I am interested to investigate the feedback and lateral links that exist in complex vision problems. For instance, the segmentation problem will need to combine a broad range of technical advances in computation of 3D surfaces, knowledge about natural scene statistics and gestalt laws, and expertise in advanced mathematical techniques such as level set, graph cut, MRF-based learning. It provides an opportunity for psychophysical, computational and mathematical studies that will extend our understanding of the processes underlying the interactions between various vision modules, as well as the incorporation of environmental constraints to enhance the performance in dynamic, real-world situations.
In the past decade, my research has revolved around the central question of space perception arising from motion cues, otherwise known as the structure from motion (SFM) problem. I approach this problem mainly from the computational perspective but also study the psychophysical implication and some applied aspects (see the links below). It remains an active area of my research. Recently, I address various motion-related problems such as 3D motion segmentation, tracking, as well as change detection amidst scenes with complicated dynamic behavior such as swaying trees and undulating waves.

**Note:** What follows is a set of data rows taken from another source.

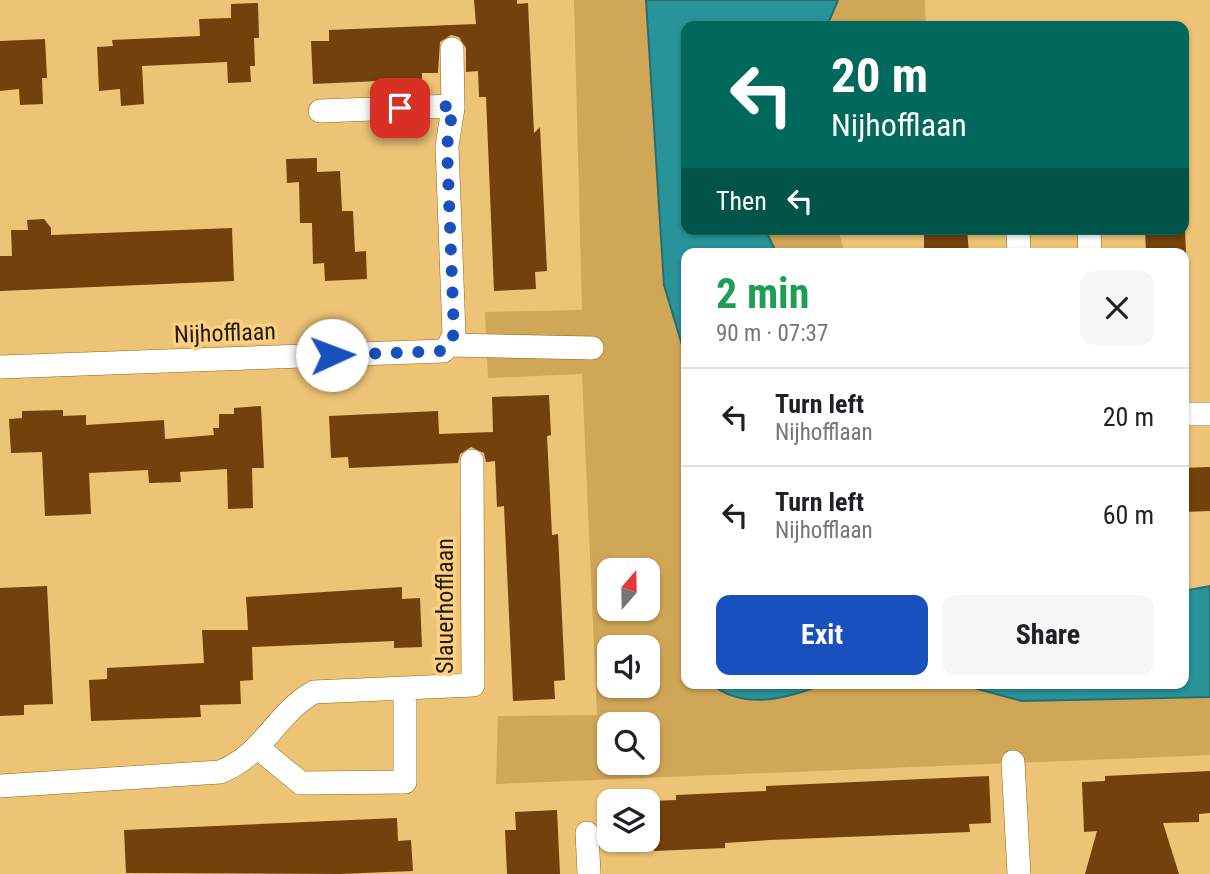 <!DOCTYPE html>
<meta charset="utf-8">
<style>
body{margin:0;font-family:"Roboto Condensed",sans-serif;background:#f6f6f6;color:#202124;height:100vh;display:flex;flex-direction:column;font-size:26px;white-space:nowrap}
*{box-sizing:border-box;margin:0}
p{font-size:23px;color:#757577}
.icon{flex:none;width:38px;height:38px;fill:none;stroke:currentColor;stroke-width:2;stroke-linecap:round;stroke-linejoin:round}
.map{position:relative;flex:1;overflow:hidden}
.details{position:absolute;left:681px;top:248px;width:508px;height:441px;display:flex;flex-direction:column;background:#fff;border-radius:14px;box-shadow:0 2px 5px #0004}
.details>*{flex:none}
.top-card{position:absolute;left:681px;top:21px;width:508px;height:214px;border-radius:14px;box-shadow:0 2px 5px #0004;background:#00695c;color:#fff;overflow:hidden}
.needle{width:46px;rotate:20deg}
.buttons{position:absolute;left:597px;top:558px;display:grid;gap:14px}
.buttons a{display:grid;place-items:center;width:63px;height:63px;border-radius:14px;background:#fff;box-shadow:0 2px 5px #0004;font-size:35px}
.pin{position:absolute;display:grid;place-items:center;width:60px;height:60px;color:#fff;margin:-30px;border-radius:14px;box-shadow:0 4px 10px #0006}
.me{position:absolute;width:77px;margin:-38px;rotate:88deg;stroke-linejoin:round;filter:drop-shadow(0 0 5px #0008)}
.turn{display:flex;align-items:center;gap:24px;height:147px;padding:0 35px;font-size:32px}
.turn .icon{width:91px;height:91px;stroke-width:2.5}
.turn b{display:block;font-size:49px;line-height:60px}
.then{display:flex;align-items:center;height:66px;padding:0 35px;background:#0003;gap:14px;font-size:26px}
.round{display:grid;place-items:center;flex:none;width:74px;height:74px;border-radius:14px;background:#f6f6f6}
.headline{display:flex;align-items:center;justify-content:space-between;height:119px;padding:0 35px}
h1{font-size:42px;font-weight:700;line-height:52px;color:#1e9e55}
.primary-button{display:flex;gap:14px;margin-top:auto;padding:14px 35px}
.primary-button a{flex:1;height:80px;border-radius:14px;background:#1851bd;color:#fff;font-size:28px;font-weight:700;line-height:80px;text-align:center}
.primary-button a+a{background:#f6f6f6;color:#202124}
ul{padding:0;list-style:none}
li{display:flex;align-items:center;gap:21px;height:98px;padding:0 35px;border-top:2px solid #e0e0e0}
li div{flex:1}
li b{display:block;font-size:26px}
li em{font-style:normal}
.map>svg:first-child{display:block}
.green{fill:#d0a657;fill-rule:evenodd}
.water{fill:#29939a;stroke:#286e6c;stroke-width:2}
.building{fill:#73410b}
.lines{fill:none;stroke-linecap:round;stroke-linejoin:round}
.minor-casing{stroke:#8e680e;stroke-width:24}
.minor{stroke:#fff;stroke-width:23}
.route{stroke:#1851bd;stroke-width:12;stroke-dasharray:0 21.6}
.labels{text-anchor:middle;stroke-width:7;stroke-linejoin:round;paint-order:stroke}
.street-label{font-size:24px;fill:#251902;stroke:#fbd082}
</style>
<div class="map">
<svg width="1210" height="874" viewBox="0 0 1210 874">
<rect width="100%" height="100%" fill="#edc376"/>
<!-- green -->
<path class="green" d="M574,0H925L926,26H686V229H838L845,254H686V684H1183L1210,591V755L496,784L498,716L597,715L582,374L488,378L485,312L582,310ZM609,570H648V609H609ZM609,648H648V686H609ZM609,724H648V763H609Z"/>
<!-- water -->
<path class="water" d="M646,0H838L827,26H686V229H765L777,254H686V358L664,285Z
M1210,586V697L1022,701L959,684H1183V591Z
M711,684H826C788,697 746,712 711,684Z"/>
<!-- building -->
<path class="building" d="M474,0H517V4L528,3L534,133L540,127L547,271L535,272L536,289L494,291L486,97H479L478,71L466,72V48L459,37L451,35L440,42L438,73H422V79L313,84L311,41H329V30L476,24Z
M258,3L259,38H254L255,66H250L251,82L228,83L227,62L142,66L144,104L121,106L120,89L99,91L97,47L113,46L112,40L200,36L199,19L231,18V4Z
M45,39L47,78H42L43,104L20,105L19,89L0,91V41Z
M317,158V172L340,171L342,211H353L355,252L366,251L367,279L325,281L324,263L313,264L312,223H300L299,182L287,183L286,159Z
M44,219L51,228V235L232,228L234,281L0,291V256H12L11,230H28L27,220Z
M924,229H967L969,254H924Z
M1145,229H1185L1186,254H1146Z
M549,395L551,435L547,436L552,535L558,534L565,680L554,681L555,699L513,701L504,506L497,507L495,461L486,462L484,453L471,447L460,454L458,463L349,468L348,457L331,458L329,416L438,411L439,434L493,432L492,397Z
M261,406L264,468H252L253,508L228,509L227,469L180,472L181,482L149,483L148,470L89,473L91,514L45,516L42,452L11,453L9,419L22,418V411L63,410V416L86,415V425L164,420L165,439L214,435L213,428H219V414H234V408Z
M1210,467V511L1183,512V468Z
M47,586L53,704L24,705V715L0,716V588Z
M402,587V599L420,598L422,647L394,648V641L252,647L253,680L240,681L241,704L200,705L201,717L91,721L89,680L107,679V668L204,663L202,630H248L246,597Z
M1210,771V813L1199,814V822L1163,823L1179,874H1085L1097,831L1084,832L1082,782L1105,781V776Z
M989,776L991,823L969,824L970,832L770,840L725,843V848L654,851L652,801L676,800V795L766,791V786Z
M557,810L560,874H507L505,830H516L515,812Z
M397,818L398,841L411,840L413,871L339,874L126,873L124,830Z"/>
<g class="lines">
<defs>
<path id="minor" d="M320,111L453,106
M1018,229L1019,254
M1089,229L1090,254
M449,345L454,334L447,146L453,108L452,49
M0,367L443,351L449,345L592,348
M1183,414H1210
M258,748L301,783L405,782V689
M1013,762L1019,874
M0,786L220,772C265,754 275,714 314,692L473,685L472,461
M587,833L589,874"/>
</defs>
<!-- minor casing -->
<use href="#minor" class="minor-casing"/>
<!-- minor -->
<use href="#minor" class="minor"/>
</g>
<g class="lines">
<!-- route -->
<path class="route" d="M332,355L443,351L454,334L447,146L453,106L400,108"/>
</g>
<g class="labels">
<!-- street labels -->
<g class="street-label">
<text transform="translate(225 333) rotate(-2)" y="8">Nijhofflaan</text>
<text transform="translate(445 606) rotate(-90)" y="8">Slauerhofflaan</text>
</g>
</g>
</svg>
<div class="buttons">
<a><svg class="needle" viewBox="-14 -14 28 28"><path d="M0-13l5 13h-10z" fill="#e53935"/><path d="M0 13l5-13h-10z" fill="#757577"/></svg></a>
<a><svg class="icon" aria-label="sound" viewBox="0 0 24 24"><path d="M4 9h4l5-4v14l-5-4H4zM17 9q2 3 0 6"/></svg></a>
<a><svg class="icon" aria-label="search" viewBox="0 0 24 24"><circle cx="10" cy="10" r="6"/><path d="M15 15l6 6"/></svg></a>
<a><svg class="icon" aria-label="layers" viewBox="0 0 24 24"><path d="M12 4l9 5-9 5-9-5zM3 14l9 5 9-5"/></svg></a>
</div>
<div class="pin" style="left:400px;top:108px;background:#d93025"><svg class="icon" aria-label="arrive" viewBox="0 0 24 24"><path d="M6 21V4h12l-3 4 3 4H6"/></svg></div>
<svg class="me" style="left:332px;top:355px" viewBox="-20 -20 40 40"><circle r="19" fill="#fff"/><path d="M0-13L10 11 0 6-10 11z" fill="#1851bd"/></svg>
<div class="top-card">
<div class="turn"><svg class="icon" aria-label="left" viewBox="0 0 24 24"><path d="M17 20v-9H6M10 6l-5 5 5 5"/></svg><div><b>20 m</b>Nijhofflaan</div></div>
<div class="then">Then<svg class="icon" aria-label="left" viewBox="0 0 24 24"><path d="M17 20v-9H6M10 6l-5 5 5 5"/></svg></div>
</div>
<section class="details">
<div class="headline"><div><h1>2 min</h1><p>90 m · 07:37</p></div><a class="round"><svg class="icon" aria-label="close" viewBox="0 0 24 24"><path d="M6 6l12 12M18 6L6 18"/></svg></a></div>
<ul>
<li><svg class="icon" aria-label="left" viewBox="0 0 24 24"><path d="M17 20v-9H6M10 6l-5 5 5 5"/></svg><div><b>Turn left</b><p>Nijhofflaan</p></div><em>20 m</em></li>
<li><svg class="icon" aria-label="left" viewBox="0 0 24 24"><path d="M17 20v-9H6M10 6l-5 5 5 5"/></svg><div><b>Turn left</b><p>Nijhofflaan</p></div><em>60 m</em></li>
</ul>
<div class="primary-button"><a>Exit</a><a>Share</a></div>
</section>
</div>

For prospective research students, I am looking for someone who is really keen to understand the visual processes involved in human vision, and feels excited to build a robust system that can function in the real world. Preferably, the student must have an adequate level of mathematical sophistication, as the field of computer vision is currently going through a crucial mutation, requiring more and more mathematical skills such as PDE, differential geometry, functional analysis, etc.. Interested students with EE, CS, or applied mathematics background are welcome to contact me.
For research staff, I am now looking for several research fellows in the following two areas: 1) Visibility Enhancement and Robust Motion Analysis in Extreme Outdoor Conditions, including rain, dust, haze, as well as under night-time conditions. 2) Dynamic Vision for Actions, involving topics such as multiple target tracking, motion segmentation, semantic labeling of 3D scenes for actions such as driving, as well as the more abstract problems of labelling, assignment, clustering, and model selection. The positions are funded for 3 year, and are available from April 2016 onwards. Salary is competitive. Please send a detailed CV with publication list, a concise description of research interests and future plans, and academic transcripts to my email account.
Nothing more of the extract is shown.